Both .cmdline and .dll files are created. This may indicate an attempt by the attacker to execute a harmful program by executing a payload or creating a backdoor. The AppData\Local\Temp directory is a common location used by attackers to store temporary files.
A point to reflect on is that the files created in the AppData\Local\Temp directory are often used by attackers to store and execute malicious code. Therefore, it is essential to examine the contents of these files to determine if they pose a threat. Failure to investigate could result in missed indicators of compromise and leave the system vulnerable to further attacks.
We can create a detection logic based on the observations made during the ADRecon.ps script execution. This mechanism can be designed to identify not only the execution of the ADRecon.ps1 script but also any PowerShell script used for AD reconnaissance activities in general.
Below are the detection ideas that can be implemented:
- Check for $Image = powershell.exe AND $QueryStatus = '9003'
- Check for a communication burst on Destination Port - 389 (should be customized to type of AD authentication used or port used) from the host.
- Check for the sequence of processes created - powershell.exe -> csc.exe or cvtres.exe and file creation at the same time in AppData\Local\Temp.

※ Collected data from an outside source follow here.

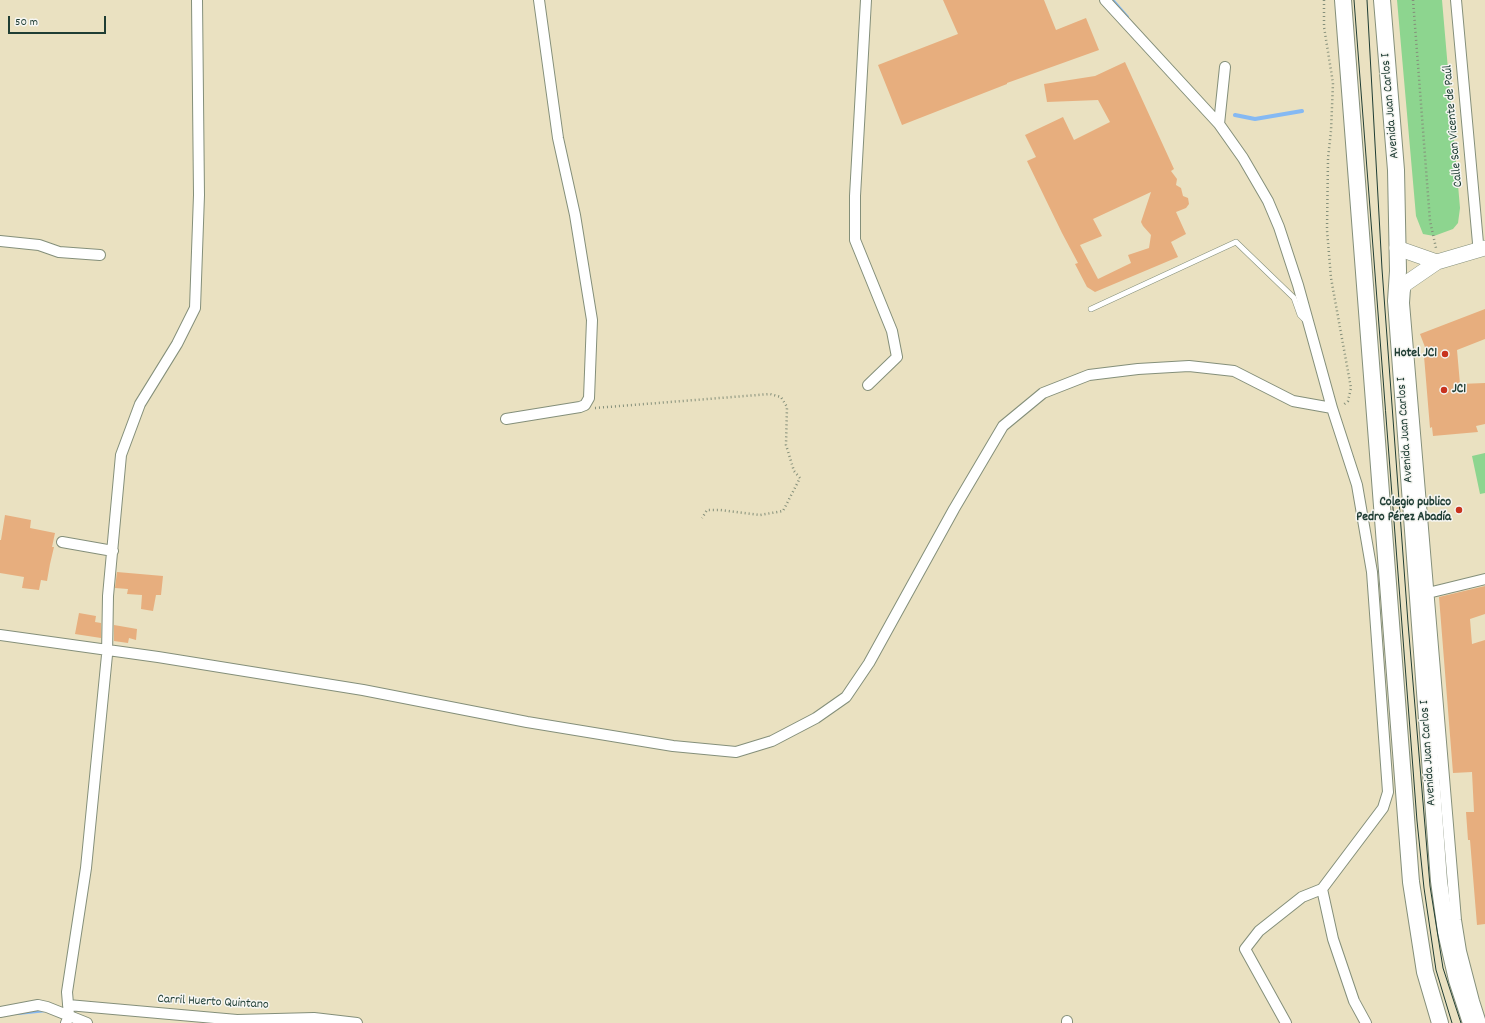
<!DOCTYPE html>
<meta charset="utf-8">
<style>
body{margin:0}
#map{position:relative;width:1485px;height:1023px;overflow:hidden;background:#eae1c1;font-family:Dekko,sans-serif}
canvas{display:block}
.scale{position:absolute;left:8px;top:16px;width:98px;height:18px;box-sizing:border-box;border:2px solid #1f3d34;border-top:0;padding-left:5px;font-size:12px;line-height:14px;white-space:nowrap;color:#1f3d34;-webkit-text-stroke:3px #f6f6f2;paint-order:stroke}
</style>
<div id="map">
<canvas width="1485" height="1023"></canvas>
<div class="scale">50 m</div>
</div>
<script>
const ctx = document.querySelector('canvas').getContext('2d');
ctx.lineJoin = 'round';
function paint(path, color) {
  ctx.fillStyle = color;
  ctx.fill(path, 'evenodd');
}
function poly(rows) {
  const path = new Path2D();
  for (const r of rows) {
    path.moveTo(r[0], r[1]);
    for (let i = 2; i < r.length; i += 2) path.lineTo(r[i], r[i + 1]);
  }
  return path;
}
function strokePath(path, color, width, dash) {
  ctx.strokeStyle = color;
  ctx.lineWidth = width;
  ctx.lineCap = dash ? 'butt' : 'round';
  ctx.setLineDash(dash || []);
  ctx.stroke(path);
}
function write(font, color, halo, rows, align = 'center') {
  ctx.font = font + ' Dekko,sans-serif';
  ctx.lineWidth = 3;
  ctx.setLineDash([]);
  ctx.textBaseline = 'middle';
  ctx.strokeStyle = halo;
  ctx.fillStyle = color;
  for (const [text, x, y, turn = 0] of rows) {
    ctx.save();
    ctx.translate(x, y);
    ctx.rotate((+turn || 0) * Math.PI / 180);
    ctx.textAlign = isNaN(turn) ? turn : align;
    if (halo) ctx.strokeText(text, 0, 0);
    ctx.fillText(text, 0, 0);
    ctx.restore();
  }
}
paint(poly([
 [1397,0,1442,0,1460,208,1458,223,1453,229,1434,236,1423,234,1416,216],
 [1485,453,1485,493,1480,494,1472,456]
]), '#8dd58f');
strokePath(poly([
 [1112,0,1127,17],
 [1235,115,1255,119,1302,111],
 [18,1013,47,1010]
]), '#85b9f3', 4);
paint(poly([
 [943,0,1044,0,1056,30,1086,18,1099,50,1007,83,1007,84,902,125,878,65,958,34],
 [1125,62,1174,169,1171,171,1177,179,1176,185,1181,188,1183,196,1188,198,1189,204,1186,208,1176,212,1186,234,1171,242,1178,257,1095,292,1087,287,1075,264,1078,263,1062,233,1027,161,1036,157,1025,135,1063,117,1074,140,1110,122,1098,100,1047,102,1044,84,1095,76],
 [1151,192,1141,222,1143,226,1151,235,1149,248,1128,255,1131,263,1098,279,1080,245,1102,236,1093,219],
 [1485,309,1485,339,1457,350,1460,384,1485,383,1485,424,1476,426,1478,432,1433,436,1432,427,1430,428,1424,356,1428,355,1420,334],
 [5,515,31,520,30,528,55,533,52,547,54,547,50,564,47,581,41,580,39,590,22,588,24,577,0,573,0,540,1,540],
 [117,572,163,576,161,595,156,595,153,611,141,609,142,595,127,594,128,589,115,588],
 [1485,586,1485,614,1470,619,1472,644,1485,640,1485,924,1477,925,1470,840,1468,840,1466,812,1474,812,1472,772,1453,773,1439,597],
 [79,613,96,616,95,622,101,623,101,638,75,634],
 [114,625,137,629,136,640,129,638,128,643,114,641]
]), '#e7ae7e');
const lane = poly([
 [1091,309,1236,242,1294,298,1300,315,1306,321]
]);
const street = poly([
 [866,0,855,196,855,240,892,331,897,357,868,385],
 [1105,0,1219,124,1243,158,1268,201,1279,227,1298,285,1332,408,1357,485,1372,572,1388,792,1383,808,1322,889,1302,897,1259,931,1245,949,1286,1023],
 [1456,0,1478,243,1480,249],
 [1219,124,1225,67],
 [0,241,39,245,59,252,100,255],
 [1405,288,1404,303,1456,920,1461,951,1474,1001,1481,1023],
 [506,419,580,407,585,405,589,398,592,320,575,215,558,138,539,0],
 [62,542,113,551],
 [1428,593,1485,579],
 [0,635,158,657,363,690,527,722,673,746,736,752,772,741,816,718,846,697,869,663,954,509,1003,426,1043,393,1089,375,1138,369,1189,366,1234,371,1293,401,1332,408],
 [1322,889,1333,939,1354,1001,1366,1023],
 [68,1005,237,1020,314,1018,357,1023],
 [0,1012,38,1005,47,1007,87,1023],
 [66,1023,69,1016,67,992,86,868,107,655,108,596,121,455,140,404,177,344,195,308,199,195,197,0],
 [1067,1023,1067,1021]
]);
const secondary = poly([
 [1397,248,1437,262],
 [1396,301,1405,284,1437,262,1485,248]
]);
const primary = poly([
 [1343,0,1411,882,1425,972,1440,1023],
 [1382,0,1396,170,1398,271,1396,301,1439,881,1446,932,1457,980,1471,1023]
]);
strokePath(lane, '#848f7a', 6);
strokePath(street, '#848f7a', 12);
strokePath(secondary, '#848f7a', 16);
strokePath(primary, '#848f7a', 18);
strokePath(poly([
 [1324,0,1324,27,1333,83,1331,131,1328,158,1327,230,1331,278,1351,388,1348,401,1342,406],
 [1413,0,1430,221,1436,248],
 [595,408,770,394,781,397,787,407,786,445,794,471,800,478,783,511,760,515,720,510,707,510,702,518]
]), '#848f7a', 2.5, [1, 3]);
strokePath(lane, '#fff', 5);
strokePath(street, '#fff', 10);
strokePath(secondary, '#fff', 15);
strokePath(primary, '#fff', 16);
strokePath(poly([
 [1354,0,1417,821,1424,888,1436,970,1452,1023],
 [1367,0,1382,269,1408,623,1430,886,1443,968,1461,1023]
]), '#1f3d34', 1);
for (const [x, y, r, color] of [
 [1445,354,4,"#c8321e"],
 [1444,390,4,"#c8321e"],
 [1459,510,4,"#c8321e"]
]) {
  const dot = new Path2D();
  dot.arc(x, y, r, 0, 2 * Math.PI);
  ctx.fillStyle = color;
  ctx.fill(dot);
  strokePath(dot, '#f6f6f2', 1.5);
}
write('13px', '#1f3d34', '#f6f6f2', [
 ["Avenida Juan Carlos I",1391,106,-95],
 ["Calle San Vicente de Paúl",1454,126,-95],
 ["Avenida Juan Carlos I",1406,430,-94],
 ["Avenida Juan Carlos I",1429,753,-94],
 ["Carril Huerto Quintano",213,1003,3]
]);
write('bold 13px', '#1f3d34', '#f6f6f2', [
 ["Hotel JC1",1437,354],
 ["JC1",1452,390,"left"],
 ["Colegio publico",1451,503],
 ["Pedro Pérez Abadía",1451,518]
], 'right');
</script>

- Look for EVENT ID = 4103 observed in burst with INVOKE-COMMAND executed from PowerShell.
Here is a GIF showcasing AD recon activity based on above detection logic for reference:
Post-exploitation Active Directory Reconnaissance using ADRecon.ps script is a common technique used by threat actors. Detecting and preventing such activities is critical to avoid any potential harm to the targeted network. Proper logging and implementing the detection logic as described above can aid in identifying these activities and taking prompt action to mitigate the risk of damage.
It is crucial to detect such activities to prevent any potential damage to the targeted network. Enabling proper logging and implementing the detection logic mentioned above can help detect such activities and take appropriate actions to prevent any potential damage.